• _Task goal_
Pull every line of the entries that has the word "controls".

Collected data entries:

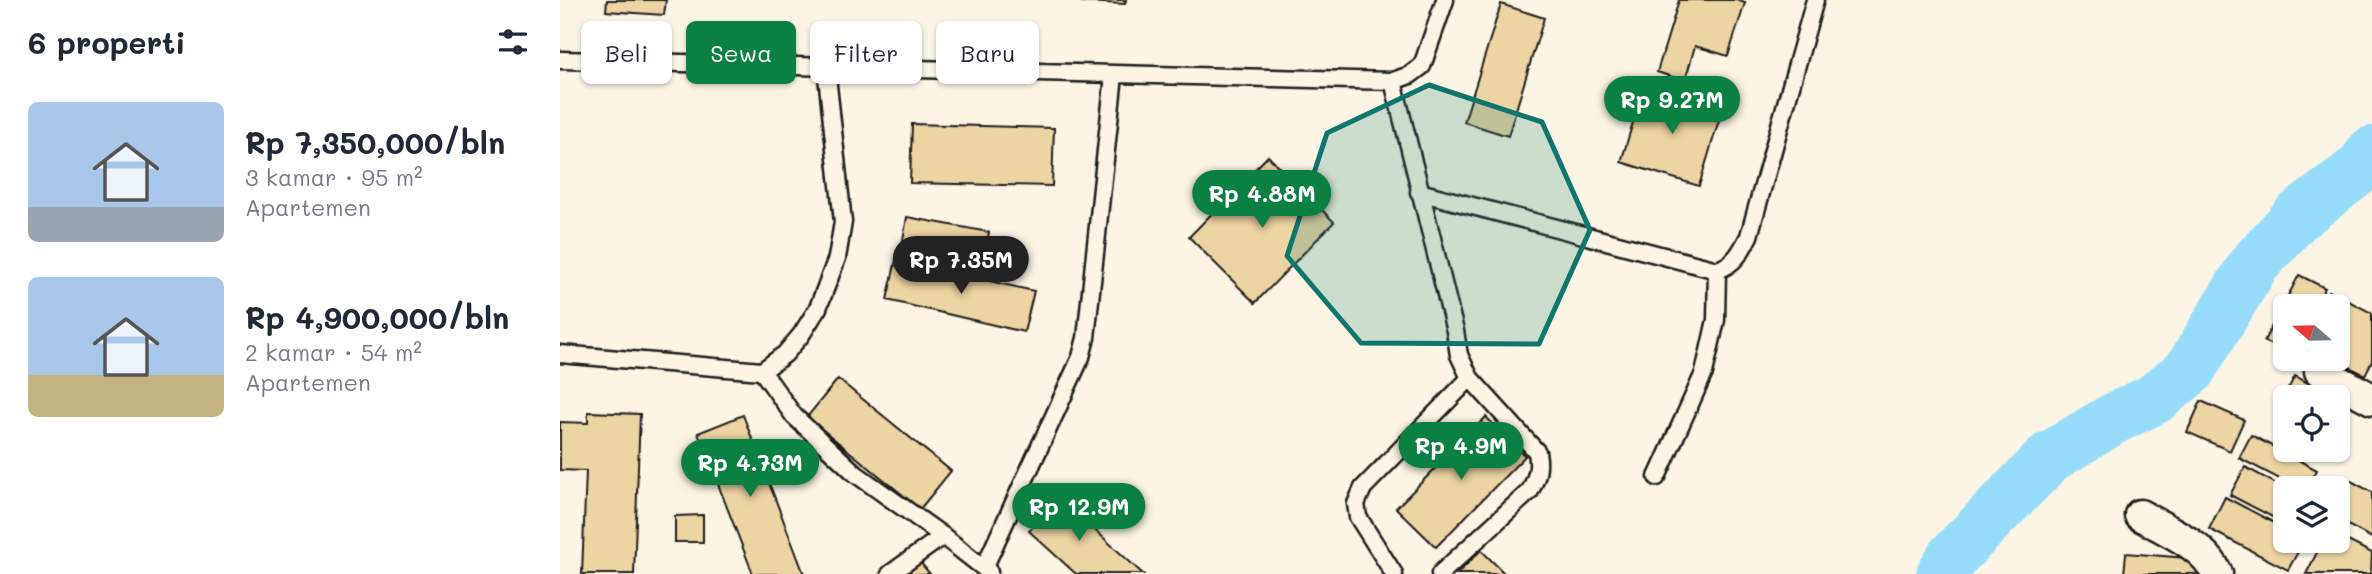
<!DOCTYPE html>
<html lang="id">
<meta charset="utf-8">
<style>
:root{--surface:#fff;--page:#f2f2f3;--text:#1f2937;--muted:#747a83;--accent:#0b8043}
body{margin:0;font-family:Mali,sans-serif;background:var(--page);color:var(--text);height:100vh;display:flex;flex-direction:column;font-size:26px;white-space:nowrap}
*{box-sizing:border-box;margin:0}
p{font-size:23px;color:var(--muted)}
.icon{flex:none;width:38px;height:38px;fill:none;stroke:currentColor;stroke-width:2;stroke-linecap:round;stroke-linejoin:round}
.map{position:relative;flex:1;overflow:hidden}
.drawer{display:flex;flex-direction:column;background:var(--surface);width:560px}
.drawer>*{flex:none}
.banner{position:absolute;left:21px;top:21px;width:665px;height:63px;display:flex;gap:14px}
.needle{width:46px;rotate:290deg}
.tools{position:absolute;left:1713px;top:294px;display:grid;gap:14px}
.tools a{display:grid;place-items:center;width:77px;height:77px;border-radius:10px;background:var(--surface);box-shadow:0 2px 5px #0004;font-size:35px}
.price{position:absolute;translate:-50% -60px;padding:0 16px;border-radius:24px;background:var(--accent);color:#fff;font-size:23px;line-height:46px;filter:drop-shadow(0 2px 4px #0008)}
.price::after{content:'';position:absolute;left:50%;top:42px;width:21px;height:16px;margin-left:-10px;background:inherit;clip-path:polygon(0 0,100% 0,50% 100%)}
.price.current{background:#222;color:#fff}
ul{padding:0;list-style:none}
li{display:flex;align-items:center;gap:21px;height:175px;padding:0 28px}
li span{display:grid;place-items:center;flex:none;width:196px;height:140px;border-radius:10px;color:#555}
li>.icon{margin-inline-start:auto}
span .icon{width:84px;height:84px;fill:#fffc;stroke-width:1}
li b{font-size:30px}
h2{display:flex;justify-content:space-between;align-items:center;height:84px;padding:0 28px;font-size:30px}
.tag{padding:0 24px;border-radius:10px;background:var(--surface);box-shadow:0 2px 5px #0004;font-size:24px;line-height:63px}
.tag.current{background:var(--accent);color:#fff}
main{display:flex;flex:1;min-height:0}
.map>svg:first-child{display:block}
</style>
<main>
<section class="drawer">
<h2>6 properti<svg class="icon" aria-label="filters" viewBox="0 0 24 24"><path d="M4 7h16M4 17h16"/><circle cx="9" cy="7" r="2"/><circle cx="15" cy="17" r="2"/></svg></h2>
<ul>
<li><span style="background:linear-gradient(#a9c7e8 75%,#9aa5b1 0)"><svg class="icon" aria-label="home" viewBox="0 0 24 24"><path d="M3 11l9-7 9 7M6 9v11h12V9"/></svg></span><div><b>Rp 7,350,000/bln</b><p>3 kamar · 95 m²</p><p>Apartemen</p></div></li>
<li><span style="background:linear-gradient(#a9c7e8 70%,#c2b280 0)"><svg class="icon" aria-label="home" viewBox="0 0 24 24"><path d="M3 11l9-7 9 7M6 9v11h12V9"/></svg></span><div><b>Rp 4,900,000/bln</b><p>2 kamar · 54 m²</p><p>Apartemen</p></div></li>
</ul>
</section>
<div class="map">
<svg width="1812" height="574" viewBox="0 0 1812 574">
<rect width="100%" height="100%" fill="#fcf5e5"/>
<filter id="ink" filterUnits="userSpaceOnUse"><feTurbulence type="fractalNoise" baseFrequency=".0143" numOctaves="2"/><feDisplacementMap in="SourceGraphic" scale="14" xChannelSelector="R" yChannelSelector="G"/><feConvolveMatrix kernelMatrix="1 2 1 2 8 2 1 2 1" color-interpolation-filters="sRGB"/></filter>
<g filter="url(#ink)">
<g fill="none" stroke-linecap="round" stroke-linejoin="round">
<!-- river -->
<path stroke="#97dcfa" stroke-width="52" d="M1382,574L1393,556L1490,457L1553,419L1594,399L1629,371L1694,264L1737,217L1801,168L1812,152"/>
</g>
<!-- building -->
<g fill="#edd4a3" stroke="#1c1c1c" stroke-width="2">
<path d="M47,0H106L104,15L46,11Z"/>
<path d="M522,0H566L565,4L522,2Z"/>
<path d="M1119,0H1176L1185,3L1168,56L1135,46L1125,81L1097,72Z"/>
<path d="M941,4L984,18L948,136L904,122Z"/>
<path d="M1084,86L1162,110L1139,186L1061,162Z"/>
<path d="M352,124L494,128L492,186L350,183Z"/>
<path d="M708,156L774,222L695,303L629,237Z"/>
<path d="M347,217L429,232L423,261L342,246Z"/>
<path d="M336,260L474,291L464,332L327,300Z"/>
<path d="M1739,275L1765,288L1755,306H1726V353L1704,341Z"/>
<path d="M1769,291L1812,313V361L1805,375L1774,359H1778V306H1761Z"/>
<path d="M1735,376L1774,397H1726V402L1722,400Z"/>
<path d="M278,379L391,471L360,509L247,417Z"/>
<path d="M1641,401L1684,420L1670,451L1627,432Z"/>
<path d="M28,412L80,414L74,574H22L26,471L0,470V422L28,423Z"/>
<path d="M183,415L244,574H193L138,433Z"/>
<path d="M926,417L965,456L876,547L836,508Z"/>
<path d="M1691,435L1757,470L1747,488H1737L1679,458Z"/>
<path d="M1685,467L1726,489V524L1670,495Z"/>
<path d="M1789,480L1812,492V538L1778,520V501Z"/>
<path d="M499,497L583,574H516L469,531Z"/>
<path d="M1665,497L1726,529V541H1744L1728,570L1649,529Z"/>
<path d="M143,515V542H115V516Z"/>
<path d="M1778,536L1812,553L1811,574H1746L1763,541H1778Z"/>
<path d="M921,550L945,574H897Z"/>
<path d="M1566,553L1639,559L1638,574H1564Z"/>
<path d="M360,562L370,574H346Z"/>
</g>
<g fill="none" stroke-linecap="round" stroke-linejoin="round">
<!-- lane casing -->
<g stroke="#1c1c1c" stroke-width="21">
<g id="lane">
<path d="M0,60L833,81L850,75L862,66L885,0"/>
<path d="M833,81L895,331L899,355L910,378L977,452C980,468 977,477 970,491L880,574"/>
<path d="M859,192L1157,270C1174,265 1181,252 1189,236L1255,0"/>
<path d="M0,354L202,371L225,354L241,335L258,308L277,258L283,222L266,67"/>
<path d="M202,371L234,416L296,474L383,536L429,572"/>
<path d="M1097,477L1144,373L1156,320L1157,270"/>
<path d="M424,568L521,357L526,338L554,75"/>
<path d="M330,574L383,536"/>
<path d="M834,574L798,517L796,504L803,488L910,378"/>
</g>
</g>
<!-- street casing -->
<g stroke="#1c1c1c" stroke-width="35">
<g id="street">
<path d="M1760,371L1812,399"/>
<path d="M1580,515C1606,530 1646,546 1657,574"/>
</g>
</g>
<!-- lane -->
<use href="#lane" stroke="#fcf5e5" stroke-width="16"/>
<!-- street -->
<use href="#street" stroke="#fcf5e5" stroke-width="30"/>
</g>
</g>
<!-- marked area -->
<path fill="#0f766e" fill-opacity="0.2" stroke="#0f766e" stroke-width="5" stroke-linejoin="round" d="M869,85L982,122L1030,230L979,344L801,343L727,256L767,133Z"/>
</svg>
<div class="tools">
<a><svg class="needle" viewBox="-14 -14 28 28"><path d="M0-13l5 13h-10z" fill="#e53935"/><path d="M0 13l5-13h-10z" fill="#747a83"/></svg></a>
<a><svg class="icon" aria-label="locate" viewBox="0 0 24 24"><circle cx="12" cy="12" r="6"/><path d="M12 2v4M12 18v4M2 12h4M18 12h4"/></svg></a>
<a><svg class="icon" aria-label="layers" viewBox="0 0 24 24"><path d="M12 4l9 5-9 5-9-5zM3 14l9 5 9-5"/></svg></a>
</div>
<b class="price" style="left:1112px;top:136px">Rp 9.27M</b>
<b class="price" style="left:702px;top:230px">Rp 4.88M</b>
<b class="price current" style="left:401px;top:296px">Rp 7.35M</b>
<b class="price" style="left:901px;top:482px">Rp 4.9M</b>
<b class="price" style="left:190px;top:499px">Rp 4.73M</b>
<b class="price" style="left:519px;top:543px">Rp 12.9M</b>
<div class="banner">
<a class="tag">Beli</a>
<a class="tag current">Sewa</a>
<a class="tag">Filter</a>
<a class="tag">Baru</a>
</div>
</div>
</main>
* * *
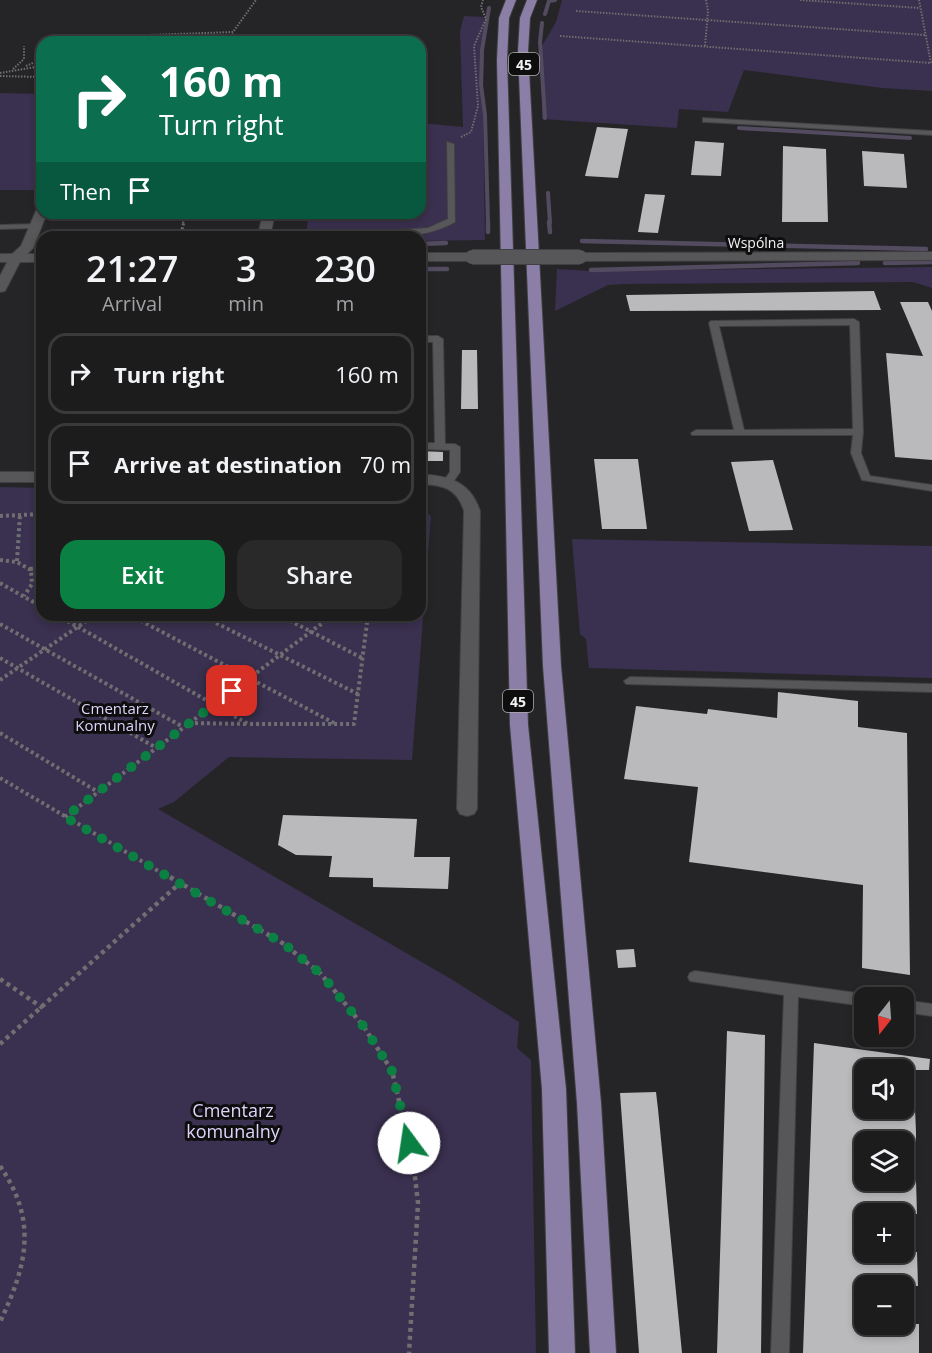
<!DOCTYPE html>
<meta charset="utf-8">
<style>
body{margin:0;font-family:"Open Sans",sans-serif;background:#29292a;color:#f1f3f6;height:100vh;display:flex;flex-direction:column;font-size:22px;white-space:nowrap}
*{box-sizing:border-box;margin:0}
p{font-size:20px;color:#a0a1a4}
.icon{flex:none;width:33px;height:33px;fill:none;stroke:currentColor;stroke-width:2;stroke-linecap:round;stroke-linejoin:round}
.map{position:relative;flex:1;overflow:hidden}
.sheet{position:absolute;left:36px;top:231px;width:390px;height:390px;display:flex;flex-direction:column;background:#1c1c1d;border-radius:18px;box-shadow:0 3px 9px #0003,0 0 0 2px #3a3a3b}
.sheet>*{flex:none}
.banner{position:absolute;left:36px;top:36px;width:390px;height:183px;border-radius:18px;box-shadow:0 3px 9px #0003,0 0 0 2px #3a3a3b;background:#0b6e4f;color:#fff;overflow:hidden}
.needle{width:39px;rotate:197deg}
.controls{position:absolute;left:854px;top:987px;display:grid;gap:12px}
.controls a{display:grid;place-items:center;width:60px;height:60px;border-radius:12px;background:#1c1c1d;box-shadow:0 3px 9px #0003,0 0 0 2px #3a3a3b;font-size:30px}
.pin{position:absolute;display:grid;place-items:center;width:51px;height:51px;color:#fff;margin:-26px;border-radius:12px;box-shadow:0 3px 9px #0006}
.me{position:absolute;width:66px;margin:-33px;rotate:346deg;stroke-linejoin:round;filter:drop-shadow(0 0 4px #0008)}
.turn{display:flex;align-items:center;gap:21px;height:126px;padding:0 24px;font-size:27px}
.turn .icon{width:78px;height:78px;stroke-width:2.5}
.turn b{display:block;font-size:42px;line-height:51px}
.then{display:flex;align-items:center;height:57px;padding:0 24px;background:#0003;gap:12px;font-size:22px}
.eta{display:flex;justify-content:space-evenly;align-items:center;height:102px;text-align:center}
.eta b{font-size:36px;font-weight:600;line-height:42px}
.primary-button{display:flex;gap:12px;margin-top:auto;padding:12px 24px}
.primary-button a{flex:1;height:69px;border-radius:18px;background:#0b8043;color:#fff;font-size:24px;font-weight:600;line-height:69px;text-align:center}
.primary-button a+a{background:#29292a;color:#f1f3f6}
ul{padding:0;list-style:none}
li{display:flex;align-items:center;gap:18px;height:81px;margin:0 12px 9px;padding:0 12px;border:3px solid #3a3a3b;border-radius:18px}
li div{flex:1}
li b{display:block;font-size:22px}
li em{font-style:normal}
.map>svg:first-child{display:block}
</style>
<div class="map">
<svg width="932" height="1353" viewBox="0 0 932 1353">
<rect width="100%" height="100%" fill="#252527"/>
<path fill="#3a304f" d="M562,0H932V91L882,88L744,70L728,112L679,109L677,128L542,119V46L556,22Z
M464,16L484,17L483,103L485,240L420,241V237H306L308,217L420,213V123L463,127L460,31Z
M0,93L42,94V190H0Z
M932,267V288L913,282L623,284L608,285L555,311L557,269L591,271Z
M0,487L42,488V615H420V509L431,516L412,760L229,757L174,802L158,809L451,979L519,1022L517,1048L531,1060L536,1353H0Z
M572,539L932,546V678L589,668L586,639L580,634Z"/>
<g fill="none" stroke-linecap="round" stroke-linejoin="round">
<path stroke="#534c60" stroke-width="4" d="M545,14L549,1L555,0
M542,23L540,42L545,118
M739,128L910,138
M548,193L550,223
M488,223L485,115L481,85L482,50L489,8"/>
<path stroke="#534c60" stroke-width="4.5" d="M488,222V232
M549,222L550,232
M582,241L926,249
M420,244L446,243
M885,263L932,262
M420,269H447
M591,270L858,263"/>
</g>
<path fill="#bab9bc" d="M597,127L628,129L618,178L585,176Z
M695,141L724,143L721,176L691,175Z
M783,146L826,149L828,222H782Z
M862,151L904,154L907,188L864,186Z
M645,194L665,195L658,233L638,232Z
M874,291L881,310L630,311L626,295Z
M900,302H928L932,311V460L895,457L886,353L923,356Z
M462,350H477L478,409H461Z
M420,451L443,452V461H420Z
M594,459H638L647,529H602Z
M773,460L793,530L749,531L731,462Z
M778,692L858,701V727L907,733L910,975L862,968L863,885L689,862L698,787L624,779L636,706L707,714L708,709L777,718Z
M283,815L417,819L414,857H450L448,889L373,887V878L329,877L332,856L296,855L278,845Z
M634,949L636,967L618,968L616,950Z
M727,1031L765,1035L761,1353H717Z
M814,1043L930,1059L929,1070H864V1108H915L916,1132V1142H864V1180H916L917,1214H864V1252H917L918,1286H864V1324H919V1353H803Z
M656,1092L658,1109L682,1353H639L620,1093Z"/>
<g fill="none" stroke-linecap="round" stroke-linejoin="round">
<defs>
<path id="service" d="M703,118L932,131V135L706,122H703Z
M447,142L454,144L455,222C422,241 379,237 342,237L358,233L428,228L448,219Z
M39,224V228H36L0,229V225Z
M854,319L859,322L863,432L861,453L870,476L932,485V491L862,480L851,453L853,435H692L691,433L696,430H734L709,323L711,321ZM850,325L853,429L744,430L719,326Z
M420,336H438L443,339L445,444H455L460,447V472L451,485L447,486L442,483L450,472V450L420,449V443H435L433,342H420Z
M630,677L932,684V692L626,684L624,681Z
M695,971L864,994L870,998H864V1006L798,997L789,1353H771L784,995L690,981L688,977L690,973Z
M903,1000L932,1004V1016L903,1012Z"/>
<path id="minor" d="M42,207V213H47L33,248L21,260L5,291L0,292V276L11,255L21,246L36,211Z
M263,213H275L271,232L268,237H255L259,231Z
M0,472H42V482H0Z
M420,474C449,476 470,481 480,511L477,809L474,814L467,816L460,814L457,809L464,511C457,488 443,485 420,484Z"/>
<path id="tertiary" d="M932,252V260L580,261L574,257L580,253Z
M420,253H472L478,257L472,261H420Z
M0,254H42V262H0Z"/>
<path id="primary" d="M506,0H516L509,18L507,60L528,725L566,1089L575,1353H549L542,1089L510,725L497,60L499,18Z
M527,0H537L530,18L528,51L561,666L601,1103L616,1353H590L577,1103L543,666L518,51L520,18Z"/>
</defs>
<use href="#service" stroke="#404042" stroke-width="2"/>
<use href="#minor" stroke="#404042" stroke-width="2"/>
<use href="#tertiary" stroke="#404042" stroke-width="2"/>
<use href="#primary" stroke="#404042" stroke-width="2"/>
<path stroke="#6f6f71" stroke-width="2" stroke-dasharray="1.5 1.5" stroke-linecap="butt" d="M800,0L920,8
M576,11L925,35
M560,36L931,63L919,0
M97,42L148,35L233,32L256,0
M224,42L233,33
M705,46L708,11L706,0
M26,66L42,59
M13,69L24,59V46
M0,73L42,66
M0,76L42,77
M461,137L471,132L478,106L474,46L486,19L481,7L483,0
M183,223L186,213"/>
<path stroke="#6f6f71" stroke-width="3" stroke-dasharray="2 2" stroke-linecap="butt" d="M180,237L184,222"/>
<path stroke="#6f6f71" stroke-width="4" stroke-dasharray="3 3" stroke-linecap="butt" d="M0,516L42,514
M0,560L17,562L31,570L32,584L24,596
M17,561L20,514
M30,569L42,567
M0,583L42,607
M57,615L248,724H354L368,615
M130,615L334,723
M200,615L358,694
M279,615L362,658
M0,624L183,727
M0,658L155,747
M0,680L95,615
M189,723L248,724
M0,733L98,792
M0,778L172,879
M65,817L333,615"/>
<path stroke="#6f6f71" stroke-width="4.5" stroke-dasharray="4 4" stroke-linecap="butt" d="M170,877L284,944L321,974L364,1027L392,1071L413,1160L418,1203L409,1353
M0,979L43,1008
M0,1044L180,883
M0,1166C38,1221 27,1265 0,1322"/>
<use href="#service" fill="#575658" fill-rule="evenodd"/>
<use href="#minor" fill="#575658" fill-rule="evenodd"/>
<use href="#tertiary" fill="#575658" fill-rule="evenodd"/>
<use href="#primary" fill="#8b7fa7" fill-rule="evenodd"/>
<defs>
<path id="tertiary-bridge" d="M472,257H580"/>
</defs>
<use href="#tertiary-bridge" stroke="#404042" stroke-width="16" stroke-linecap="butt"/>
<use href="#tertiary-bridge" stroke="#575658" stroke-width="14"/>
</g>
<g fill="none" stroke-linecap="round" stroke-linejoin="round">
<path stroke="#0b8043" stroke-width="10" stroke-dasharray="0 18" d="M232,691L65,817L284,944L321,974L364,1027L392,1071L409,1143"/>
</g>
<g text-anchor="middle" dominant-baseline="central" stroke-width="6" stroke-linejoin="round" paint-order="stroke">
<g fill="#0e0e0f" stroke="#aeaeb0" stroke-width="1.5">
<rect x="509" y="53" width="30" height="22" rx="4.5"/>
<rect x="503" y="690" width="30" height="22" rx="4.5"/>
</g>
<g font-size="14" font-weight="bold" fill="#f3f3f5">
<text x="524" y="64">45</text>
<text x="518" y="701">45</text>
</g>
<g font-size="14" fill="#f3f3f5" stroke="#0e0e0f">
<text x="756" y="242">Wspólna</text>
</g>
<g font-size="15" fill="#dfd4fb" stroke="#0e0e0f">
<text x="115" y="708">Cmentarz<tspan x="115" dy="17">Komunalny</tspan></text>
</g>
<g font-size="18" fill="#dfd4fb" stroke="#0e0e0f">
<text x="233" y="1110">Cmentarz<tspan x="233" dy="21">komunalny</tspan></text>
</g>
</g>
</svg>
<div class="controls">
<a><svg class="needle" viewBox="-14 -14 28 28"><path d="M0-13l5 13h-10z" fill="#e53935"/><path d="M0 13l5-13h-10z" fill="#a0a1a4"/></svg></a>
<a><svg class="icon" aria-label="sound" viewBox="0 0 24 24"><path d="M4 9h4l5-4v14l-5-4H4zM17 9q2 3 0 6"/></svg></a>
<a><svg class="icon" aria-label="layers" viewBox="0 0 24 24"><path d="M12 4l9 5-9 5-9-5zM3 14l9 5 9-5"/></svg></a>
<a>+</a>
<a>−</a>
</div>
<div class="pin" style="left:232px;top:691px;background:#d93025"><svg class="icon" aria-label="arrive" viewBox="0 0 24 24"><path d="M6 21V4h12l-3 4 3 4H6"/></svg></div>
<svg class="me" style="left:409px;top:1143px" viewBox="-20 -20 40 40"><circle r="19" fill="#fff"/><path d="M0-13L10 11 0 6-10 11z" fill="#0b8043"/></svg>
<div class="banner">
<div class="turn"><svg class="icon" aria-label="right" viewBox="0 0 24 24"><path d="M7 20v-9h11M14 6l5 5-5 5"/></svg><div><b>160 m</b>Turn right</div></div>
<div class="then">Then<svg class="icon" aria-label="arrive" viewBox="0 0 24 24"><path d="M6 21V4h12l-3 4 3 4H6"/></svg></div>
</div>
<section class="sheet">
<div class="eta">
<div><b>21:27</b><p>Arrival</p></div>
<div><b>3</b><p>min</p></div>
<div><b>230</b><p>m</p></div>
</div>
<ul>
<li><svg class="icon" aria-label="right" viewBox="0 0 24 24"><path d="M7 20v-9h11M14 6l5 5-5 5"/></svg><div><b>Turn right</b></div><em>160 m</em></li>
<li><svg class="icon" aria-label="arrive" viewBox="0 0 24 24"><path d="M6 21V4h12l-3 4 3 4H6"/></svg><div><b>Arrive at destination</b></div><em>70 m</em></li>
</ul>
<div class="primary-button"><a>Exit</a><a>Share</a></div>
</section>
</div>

• _Exercise solution_
.controls{position:absolute;left:854px;top:987px;display:grid;gap:12px}
.controls a{display:grid;place-items:center;width:60px;height:60px;border-radius:12px;background:#1c1c1d;box-shadow:0 3px 9px #0003,0 0 0 2px #3a3a3b;font-size:30px}
<div class="controls">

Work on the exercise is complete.